Problem to solve = What lines in the records include the string "lane"? Return each one.

Supplied data =

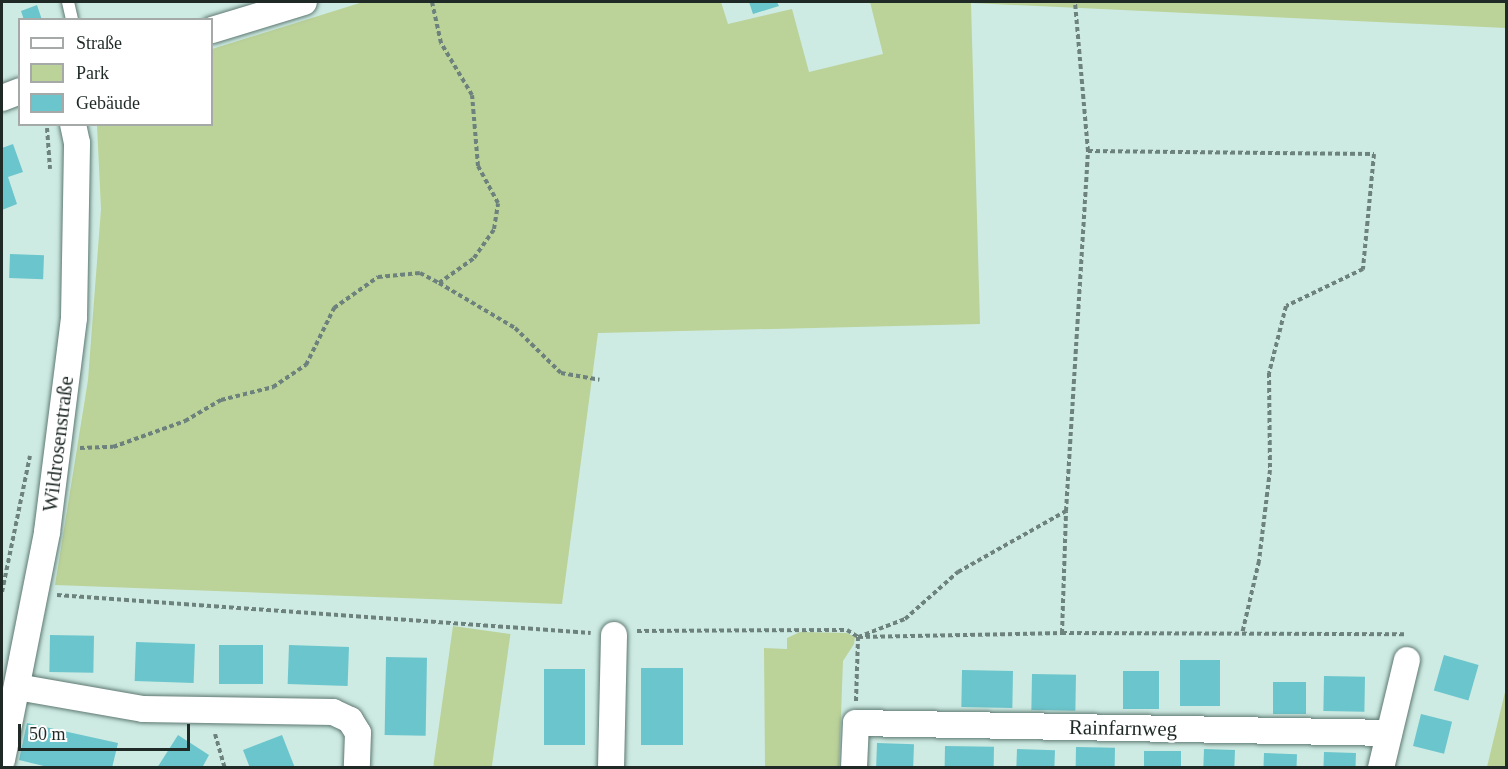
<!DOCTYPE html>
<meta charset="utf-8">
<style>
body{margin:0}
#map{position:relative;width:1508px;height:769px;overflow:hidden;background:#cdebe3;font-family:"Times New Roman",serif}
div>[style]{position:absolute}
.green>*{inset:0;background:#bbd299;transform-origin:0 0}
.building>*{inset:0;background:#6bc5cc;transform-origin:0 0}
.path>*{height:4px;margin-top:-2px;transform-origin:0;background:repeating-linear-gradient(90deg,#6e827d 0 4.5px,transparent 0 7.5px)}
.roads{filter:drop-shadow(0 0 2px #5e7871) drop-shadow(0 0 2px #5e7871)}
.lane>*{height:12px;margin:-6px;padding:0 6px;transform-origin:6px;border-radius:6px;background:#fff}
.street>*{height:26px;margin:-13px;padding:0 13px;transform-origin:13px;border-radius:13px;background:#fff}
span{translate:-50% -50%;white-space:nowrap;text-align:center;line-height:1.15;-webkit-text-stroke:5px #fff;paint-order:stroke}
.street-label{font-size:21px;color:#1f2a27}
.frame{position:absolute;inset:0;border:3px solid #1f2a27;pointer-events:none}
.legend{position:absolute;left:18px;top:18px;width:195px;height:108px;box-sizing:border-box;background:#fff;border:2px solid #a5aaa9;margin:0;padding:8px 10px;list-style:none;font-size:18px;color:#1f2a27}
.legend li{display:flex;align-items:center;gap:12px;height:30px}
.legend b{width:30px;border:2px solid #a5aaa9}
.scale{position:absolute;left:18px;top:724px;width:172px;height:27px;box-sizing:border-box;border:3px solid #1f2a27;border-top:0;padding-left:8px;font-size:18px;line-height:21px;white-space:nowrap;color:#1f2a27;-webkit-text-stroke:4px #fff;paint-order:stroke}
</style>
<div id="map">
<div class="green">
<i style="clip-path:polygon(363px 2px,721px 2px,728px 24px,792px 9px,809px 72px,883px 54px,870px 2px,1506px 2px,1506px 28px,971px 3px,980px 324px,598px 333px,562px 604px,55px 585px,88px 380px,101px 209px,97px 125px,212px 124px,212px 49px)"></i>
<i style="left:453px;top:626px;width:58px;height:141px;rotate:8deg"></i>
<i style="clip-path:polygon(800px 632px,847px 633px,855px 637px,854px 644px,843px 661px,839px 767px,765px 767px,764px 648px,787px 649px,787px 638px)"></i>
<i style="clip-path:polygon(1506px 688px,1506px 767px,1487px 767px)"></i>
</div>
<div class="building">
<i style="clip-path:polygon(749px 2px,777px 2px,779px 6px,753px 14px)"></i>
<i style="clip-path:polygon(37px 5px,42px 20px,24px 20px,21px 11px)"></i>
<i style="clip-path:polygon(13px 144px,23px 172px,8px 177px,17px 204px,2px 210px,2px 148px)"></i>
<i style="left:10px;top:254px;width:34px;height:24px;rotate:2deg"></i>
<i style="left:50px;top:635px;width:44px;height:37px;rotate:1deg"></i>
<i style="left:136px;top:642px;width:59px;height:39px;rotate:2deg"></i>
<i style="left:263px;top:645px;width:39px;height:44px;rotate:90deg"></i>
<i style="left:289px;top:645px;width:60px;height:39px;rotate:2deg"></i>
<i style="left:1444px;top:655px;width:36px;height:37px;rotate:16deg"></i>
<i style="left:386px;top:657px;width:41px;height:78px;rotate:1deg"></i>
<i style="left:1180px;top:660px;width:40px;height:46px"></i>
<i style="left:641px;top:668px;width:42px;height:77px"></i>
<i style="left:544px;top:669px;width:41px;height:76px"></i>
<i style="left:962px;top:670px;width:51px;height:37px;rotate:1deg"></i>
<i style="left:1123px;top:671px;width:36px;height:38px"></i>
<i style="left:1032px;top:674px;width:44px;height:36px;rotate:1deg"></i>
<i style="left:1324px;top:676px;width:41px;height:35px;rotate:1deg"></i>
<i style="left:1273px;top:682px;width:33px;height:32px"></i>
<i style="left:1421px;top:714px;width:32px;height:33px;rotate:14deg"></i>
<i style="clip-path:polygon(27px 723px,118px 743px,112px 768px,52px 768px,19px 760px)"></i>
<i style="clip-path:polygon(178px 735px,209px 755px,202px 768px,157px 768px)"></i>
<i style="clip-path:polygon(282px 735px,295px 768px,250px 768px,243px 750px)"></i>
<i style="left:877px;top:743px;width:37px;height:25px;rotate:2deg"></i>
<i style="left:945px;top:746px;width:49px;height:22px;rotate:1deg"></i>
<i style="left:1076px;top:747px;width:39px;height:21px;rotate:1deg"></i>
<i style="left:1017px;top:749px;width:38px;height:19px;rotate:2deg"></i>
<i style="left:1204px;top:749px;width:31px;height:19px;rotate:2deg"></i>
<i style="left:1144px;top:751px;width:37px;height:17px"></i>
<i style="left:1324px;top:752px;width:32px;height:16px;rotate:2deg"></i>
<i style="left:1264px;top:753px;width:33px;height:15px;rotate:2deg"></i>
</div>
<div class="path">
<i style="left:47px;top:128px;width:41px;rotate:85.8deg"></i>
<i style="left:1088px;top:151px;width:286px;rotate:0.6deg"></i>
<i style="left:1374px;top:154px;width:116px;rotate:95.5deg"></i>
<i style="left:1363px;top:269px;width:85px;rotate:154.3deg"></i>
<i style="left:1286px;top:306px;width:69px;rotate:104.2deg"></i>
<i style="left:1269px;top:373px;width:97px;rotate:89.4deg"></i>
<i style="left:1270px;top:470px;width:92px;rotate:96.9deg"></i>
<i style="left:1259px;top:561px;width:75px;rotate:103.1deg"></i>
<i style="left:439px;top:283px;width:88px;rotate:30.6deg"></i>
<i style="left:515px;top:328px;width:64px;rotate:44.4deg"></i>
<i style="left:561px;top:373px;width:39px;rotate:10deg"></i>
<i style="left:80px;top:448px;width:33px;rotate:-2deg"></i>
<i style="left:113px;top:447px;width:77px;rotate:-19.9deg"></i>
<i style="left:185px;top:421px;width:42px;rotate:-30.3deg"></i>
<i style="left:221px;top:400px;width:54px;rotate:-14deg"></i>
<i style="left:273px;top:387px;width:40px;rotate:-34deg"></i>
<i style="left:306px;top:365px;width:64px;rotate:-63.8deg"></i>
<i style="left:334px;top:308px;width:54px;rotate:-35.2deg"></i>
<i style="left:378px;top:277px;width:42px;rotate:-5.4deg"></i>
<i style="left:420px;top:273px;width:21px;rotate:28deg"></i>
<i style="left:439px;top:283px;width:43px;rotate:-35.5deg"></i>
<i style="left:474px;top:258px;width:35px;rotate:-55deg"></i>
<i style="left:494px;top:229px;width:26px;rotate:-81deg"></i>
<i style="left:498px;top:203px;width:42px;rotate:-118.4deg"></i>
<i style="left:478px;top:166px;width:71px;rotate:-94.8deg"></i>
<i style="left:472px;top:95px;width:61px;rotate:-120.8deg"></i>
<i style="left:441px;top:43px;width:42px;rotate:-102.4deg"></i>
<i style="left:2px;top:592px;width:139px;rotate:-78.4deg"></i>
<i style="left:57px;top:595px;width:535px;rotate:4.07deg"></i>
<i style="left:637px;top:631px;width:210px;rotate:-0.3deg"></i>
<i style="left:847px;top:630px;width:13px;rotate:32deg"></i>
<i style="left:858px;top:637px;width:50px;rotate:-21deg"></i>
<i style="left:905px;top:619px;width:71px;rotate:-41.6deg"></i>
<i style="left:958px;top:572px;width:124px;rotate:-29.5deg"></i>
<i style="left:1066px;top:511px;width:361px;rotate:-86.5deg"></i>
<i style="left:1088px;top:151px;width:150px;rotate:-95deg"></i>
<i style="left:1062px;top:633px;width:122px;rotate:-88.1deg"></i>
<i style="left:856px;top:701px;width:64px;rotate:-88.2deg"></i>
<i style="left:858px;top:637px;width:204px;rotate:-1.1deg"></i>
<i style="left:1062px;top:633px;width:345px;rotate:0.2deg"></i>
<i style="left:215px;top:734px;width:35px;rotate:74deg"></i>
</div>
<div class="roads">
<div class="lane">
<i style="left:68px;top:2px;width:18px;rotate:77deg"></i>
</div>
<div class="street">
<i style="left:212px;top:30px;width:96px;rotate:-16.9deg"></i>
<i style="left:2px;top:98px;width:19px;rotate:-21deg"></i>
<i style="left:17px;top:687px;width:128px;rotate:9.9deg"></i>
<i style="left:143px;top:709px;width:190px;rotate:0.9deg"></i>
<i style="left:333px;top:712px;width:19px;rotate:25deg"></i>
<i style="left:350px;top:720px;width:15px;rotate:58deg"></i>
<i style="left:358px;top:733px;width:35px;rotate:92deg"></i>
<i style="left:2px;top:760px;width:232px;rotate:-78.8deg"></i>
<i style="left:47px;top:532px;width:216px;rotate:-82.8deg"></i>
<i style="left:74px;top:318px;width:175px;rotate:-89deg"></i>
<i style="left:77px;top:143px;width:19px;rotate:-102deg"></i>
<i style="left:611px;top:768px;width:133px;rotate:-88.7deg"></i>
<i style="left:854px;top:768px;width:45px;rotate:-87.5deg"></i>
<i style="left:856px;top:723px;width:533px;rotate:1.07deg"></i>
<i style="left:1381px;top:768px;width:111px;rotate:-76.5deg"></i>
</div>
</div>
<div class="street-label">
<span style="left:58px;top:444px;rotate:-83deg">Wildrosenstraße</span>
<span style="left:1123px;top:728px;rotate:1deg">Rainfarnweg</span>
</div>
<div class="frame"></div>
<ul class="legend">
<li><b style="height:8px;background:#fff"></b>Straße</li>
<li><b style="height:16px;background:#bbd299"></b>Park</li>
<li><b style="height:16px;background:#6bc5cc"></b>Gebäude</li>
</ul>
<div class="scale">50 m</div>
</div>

--

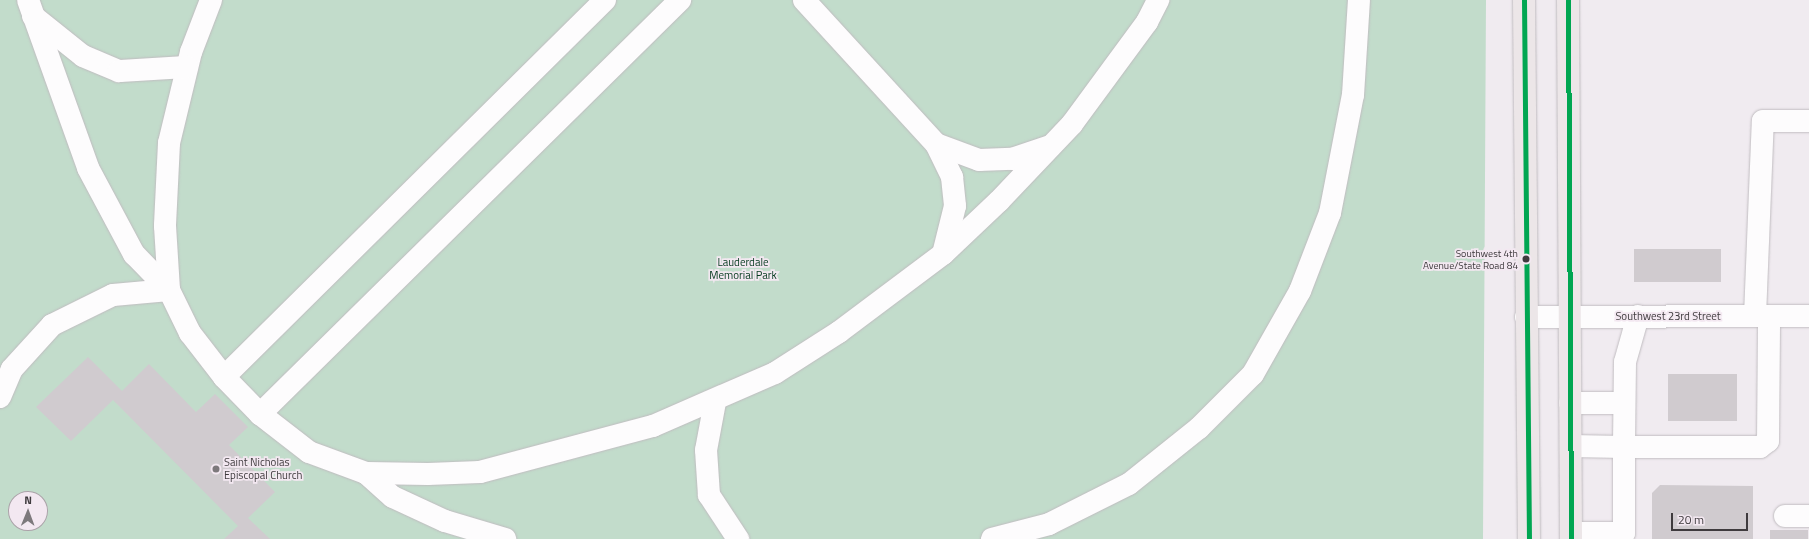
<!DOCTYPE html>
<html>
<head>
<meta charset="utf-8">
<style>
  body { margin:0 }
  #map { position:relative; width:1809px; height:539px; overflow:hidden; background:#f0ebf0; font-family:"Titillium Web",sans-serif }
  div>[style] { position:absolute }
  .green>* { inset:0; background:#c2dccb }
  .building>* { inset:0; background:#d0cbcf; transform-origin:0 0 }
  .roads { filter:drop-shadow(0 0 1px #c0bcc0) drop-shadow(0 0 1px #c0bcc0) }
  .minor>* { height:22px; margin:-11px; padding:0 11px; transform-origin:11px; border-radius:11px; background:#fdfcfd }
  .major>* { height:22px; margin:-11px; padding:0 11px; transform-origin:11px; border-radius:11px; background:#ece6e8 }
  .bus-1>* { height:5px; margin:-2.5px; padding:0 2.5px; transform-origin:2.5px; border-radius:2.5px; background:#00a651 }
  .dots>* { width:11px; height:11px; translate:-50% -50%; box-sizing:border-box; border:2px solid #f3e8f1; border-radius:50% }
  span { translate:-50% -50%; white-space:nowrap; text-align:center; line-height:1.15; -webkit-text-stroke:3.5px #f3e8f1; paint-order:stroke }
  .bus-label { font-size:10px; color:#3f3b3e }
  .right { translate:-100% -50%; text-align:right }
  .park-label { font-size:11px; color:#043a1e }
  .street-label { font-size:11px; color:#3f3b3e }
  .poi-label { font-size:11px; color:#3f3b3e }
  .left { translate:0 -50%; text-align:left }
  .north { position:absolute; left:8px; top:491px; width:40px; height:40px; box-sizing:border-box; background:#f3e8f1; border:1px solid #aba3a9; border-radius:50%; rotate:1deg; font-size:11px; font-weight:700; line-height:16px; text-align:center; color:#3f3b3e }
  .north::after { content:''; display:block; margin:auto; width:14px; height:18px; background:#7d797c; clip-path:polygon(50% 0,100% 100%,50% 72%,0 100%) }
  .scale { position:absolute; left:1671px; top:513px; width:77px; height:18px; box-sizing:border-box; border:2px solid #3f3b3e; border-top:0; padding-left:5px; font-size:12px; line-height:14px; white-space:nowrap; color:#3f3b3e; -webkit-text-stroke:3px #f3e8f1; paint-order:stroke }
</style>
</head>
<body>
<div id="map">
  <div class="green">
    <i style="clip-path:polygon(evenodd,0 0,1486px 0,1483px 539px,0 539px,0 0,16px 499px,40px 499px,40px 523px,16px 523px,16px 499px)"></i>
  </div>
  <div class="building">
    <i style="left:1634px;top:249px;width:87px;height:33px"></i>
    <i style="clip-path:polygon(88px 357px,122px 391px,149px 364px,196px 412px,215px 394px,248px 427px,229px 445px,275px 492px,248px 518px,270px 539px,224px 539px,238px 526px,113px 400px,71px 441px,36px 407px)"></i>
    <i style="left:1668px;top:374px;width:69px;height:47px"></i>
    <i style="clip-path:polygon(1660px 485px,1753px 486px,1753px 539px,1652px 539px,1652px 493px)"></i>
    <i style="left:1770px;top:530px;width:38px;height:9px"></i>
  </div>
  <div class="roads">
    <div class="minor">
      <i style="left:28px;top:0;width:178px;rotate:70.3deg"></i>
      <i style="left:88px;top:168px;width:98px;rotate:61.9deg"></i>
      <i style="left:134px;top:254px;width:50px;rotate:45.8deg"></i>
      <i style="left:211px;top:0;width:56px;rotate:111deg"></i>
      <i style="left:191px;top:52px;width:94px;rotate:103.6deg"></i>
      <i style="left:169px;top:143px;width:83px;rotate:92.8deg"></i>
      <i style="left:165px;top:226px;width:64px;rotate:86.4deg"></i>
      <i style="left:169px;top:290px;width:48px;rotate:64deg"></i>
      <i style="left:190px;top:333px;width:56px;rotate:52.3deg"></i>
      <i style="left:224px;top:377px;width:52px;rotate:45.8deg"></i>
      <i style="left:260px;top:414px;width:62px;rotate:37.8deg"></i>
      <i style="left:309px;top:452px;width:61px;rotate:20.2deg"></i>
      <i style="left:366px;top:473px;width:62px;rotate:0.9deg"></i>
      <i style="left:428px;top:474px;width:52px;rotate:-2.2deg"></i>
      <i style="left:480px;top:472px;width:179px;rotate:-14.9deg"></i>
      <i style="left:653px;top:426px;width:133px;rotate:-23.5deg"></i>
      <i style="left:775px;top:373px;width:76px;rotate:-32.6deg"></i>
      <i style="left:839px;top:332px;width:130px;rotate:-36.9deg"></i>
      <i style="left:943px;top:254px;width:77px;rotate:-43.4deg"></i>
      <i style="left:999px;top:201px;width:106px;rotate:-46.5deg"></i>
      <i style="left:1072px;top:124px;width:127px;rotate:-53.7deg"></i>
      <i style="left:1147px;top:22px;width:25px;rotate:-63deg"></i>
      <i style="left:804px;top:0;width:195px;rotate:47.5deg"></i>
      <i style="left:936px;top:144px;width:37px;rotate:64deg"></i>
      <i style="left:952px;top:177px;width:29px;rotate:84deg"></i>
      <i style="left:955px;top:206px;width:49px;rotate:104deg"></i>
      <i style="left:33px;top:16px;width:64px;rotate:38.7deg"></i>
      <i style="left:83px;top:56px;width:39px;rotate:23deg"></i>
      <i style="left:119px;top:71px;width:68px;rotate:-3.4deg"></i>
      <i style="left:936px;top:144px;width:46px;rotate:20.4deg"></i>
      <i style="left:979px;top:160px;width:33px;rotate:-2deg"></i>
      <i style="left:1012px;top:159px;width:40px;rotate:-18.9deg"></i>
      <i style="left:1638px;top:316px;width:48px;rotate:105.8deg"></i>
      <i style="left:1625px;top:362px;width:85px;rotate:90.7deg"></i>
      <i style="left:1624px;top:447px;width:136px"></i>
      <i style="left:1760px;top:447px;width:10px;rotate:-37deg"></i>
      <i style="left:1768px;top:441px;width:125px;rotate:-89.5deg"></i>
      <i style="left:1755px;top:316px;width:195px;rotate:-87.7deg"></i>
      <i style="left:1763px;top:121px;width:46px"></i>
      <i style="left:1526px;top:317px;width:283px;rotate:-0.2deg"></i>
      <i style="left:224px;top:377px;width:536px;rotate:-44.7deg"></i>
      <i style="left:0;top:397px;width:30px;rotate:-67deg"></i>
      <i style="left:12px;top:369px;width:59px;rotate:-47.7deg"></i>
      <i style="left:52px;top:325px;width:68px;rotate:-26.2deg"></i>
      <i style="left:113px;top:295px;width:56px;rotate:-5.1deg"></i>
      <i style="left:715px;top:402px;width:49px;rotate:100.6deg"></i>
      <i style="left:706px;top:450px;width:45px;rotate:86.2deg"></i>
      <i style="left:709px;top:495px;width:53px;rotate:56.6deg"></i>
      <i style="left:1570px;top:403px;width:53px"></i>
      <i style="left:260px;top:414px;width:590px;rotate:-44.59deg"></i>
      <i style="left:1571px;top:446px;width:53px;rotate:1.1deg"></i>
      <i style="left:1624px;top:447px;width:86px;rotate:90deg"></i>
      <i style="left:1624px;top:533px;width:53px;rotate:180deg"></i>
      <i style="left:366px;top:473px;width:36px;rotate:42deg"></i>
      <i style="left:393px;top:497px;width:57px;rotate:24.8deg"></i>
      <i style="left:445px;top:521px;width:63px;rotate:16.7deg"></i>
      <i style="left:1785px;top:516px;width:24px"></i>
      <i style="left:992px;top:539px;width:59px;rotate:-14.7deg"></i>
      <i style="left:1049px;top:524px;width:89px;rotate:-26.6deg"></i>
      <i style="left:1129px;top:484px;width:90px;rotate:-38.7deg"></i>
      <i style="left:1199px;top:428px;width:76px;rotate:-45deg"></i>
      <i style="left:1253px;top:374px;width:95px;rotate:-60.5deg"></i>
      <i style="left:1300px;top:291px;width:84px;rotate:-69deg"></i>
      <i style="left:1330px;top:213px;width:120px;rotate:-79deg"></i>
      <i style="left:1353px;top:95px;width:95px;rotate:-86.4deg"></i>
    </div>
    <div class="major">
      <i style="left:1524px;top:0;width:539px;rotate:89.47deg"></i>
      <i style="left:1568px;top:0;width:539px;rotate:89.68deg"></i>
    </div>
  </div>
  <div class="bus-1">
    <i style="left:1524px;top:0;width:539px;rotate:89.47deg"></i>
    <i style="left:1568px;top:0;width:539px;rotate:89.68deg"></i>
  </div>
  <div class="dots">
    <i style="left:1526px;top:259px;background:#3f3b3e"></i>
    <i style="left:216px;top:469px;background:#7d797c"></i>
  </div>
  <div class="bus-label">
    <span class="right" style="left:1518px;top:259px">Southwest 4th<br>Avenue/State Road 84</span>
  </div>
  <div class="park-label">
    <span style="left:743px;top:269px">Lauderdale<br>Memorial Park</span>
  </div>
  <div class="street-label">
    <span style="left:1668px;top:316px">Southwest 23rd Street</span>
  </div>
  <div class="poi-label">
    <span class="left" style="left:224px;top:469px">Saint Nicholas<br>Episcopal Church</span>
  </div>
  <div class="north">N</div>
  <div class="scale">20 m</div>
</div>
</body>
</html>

Answer =
.lane>*{height:12px;margin:-6px;padding:0 6px;transform-origin:6px;border-radius:6px;background:#fff}
<div class="lane">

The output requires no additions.